Fragments vs sepiapterin reductase, via 19F NMR

It has been two years since we’ve had a post devoted to fluorine NMR. Though I don't share Teddy’s “fetish” for 19F-based screening, I do think the technique can be quite powerful, as demonstrated in a recent J. Med. Chem. paper by Jo Alen, Markus Schade, and their colleagues at Grünenthal GmbH.

The researchers were interested in sepiapterin reductase, which is abbreviated as SPR but which I’ll spell out to avoid confusion with surface plasmon resonance. This enzyme performs the last step in the production of tetrahydrobiopterin, an essential cofactor for multiple enzymes, including some that synthesize neurotransmitters and produce nitric oxide. Sepiapterin reductase has been proposed as a target for non-opioid-based pain medications.

The primary assay involved displacement of a fluorine-containing inhibitor that binds in the substrate site of the enzyme; thus, the researchers could use 19F NMR without requiring fluorinated fragments. A total of 4750 fragments were screened at 250 µM, initially in pools of 12. The 26 hits were then tested in an enzymatic assay, and 21 showed activity better than 75 µM. The best, compound 3, was sub-micromolar.

Crystal structures were obtained for six compounds, including compound 3, and all bound in the substrate pocket as predicted from the original displacement assay. The phenolate of compound 3 makes hydrogen bonds to two critical catalytic residues. Not surprisingly, capping this moiety with a methyl group led to an inactive compound. The researchers made dozens of variants, but aside from compound 26, most of these were disappointingly less active. Compound 26 does show good solubility and permeability, though no cell data are provided, and the phenol will likely be glucuronidated in vivo.

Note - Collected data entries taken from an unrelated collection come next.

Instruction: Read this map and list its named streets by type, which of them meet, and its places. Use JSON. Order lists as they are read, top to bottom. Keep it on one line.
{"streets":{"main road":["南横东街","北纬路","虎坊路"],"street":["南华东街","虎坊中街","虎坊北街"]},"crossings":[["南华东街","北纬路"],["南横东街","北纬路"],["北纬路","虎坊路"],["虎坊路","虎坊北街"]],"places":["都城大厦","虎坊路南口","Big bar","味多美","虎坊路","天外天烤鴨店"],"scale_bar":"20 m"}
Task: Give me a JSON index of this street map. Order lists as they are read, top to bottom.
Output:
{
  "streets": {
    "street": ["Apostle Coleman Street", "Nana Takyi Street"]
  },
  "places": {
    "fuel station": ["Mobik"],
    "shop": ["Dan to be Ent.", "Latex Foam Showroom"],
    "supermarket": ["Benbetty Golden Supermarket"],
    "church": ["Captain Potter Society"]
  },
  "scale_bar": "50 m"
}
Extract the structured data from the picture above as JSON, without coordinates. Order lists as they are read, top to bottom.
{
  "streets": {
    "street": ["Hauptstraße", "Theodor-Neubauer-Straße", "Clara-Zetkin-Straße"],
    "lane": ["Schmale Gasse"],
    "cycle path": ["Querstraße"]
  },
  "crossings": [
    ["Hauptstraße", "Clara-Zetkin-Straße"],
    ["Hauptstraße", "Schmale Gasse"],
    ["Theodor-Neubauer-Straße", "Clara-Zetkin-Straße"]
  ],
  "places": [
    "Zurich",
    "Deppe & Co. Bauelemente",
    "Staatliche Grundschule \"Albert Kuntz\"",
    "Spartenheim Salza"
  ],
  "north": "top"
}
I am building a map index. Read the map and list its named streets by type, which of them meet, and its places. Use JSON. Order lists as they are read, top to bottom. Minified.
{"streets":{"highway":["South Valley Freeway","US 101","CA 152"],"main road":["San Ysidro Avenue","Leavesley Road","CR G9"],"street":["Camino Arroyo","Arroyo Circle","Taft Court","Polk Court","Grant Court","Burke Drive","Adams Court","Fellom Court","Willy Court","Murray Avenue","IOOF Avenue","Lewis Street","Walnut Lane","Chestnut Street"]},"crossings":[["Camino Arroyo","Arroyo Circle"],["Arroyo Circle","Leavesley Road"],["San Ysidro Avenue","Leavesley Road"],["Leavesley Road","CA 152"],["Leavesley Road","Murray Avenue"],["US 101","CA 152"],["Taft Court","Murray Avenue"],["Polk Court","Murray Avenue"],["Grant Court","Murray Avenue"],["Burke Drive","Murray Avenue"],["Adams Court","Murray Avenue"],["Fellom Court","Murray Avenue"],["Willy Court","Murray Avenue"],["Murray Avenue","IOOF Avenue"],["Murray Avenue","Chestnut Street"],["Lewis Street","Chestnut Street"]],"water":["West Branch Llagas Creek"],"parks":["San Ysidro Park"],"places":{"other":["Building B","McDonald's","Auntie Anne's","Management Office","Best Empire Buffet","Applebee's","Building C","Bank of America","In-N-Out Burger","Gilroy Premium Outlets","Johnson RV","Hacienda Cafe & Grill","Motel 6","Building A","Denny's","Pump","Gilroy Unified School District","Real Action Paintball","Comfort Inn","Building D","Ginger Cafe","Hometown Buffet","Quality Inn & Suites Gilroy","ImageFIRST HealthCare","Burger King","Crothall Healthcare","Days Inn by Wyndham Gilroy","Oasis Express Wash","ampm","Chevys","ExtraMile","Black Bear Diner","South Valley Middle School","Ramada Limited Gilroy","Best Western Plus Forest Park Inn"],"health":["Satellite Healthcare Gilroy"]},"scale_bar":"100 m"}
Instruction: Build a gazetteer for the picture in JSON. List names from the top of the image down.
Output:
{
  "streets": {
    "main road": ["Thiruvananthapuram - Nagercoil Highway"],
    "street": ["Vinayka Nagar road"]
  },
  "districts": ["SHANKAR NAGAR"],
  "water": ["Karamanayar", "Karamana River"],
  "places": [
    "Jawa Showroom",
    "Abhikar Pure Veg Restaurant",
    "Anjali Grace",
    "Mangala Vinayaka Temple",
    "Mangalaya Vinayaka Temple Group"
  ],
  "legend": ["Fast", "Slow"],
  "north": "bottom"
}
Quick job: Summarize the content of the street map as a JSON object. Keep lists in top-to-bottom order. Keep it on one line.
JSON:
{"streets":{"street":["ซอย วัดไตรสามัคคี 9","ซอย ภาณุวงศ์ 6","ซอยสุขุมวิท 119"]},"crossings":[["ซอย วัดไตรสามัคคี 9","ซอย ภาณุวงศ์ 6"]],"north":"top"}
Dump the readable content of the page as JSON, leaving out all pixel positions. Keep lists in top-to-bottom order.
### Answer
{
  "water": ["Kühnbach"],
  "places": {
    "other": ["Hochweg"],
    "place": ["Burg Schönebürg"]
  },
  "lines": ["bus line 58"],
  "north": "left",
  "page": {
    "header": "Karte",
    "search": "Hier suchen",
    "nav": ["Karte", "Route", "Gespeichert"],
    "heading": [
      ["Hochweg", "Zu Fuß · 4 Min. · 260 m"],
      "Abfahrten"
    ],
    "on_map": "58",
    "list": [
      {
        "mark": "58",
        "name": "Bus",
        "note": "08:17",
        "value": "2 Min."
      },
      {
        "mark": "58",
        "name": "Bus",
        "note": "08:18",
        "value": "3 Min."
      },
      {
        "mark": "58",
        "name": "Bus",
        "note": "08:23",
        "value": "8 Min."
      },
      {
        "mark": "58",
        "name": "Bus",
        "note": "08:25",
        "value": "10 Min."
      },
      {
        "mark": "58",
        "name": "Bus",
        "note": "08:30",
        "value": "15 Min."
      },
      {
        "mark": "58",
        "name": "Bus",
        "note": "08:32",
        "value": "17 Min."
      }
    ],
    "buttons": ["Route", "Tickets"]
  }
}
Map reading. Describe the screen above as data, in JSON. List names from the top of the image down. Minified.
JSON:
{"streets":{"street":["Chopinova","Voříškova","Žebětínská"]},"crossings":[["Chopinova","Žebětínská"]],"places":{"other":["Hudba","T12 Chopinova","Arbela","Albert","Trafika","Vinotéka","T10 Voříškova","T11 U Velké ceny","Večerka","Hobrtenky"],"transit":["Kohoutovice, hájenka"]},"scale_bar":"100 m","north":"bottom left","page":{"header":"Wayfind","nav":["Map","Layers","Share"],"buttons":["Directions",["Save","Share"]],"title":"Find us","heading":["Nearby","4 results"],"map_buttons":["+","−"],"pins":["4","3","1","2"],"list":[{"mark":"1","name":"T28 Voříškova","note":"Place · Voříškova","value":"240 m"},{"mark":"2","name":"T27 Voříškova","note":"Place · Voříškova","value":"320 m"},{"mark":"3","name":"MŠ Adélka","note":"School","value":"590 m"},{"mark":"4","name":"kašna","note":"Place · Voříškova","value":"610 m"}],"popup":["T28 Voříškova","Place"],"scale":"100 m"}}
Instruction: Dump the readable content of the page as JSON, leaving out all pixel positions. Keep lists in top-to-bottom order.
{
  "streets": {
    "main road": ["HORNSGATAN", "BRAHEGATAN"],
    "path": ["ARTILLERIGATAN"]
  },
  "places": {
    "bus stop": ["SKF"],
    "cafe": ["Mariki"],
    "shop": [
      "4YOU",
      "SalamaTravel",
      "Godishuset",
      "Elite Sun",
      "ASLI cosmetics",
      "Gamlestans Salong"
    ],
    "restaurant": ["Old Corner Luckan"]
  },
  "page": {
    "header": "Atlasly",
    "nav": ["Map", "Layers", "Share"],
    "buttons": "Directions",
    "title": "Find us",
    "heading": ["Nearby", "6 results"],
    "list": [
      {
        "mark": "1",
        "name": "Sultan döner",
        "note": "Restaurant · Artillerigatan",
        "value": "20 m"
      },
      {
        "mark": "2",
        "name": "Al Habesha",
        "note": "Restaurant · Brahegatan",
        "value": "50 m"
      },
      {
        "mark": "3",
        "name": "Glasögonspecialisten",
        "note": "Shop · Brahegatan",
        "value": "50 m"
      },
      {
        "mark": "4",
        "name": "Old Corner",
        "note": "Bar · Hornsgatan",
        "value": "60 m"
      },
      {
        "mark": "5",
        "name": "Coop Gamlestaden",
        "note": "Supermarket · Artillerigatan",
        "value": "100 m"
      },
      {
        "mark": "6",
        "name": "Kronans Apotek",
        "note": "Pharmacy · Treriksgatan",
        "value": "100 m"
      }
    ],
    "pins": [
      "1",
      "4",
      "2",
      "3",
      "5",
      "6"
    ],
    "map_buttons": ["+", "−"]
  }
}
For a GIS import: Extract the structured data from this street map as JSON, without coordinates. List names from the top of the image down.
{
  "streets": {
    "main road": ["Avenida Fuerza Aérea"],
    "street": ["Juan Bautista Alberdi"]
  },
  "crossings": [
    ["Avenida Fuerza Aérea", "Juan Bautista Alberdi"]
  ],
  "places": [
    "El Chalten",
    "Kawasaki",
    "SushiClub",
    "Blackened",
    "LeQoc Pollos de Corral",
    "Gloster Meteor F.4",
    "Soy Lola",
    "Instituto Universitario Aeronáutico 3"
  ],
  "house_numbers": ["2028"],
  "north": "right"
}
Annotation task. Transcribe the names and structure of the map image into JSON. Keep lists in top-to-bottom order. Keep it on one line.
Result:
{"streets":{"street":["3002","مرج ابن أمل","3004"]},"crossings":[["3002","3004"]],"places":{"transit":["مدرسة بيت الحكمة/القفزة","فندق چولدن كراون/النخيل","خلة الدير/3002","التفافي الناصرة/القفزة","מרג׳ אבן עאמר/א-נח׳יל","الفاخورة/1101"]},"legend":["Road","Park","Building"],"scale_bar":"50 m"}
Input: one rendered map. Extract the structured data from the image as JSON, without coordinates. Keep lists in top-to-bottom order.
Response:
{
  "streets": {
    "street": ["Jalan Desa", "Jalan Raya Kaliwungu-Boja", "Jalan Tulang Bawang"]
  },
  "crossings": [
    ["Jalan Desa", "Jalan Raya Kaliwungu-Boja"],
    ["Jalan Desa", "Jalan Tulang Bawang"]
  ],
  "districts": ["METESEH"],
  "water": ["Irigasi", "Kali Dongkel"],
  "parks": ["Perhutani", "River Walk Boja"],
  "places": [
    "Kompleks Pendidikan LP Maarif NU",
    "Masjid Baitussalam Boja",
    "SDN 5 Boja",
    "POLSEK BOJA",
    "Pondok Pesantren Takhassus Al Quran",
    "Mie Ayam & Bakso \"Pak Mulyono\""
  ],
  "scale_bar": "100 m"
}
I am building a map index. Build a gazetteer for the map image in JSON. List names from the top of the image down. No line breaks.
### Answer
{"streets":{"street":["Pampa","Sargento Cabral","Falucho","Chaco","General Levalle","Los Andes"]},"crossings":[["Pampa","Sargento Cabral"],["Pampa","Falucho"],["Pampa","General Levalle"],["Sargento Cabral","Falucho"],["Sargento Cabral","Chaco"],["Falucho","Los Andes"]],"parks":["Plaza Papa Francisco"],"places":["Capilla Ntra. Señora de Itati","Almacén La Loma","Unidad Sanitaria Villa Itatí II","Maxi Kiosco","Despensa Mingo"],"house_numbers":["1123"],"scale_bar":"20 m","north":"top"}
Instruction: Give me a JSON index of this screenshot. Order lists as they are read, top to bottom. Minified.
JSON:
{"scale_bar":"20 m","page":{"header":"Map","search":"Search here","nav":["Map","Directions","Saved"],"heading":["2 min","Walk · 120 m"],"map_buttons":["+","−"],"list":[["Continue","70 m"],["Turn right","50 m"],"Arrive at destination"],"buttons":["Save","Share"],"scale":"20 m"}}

This is a nice story that illustrates a not-infrequent frustration: after identifying the initial nanomolar hit from a small library, the researchers likely thought improving potency still further would be easy. Instead, it took more than 60 analogs just to gain another order of magnitude. That said, 57 nM is nothing to sneeze at. And this situation is certainly preferable to the more common alternative of starting with a weak fragment that remains weak no matter what you do to it!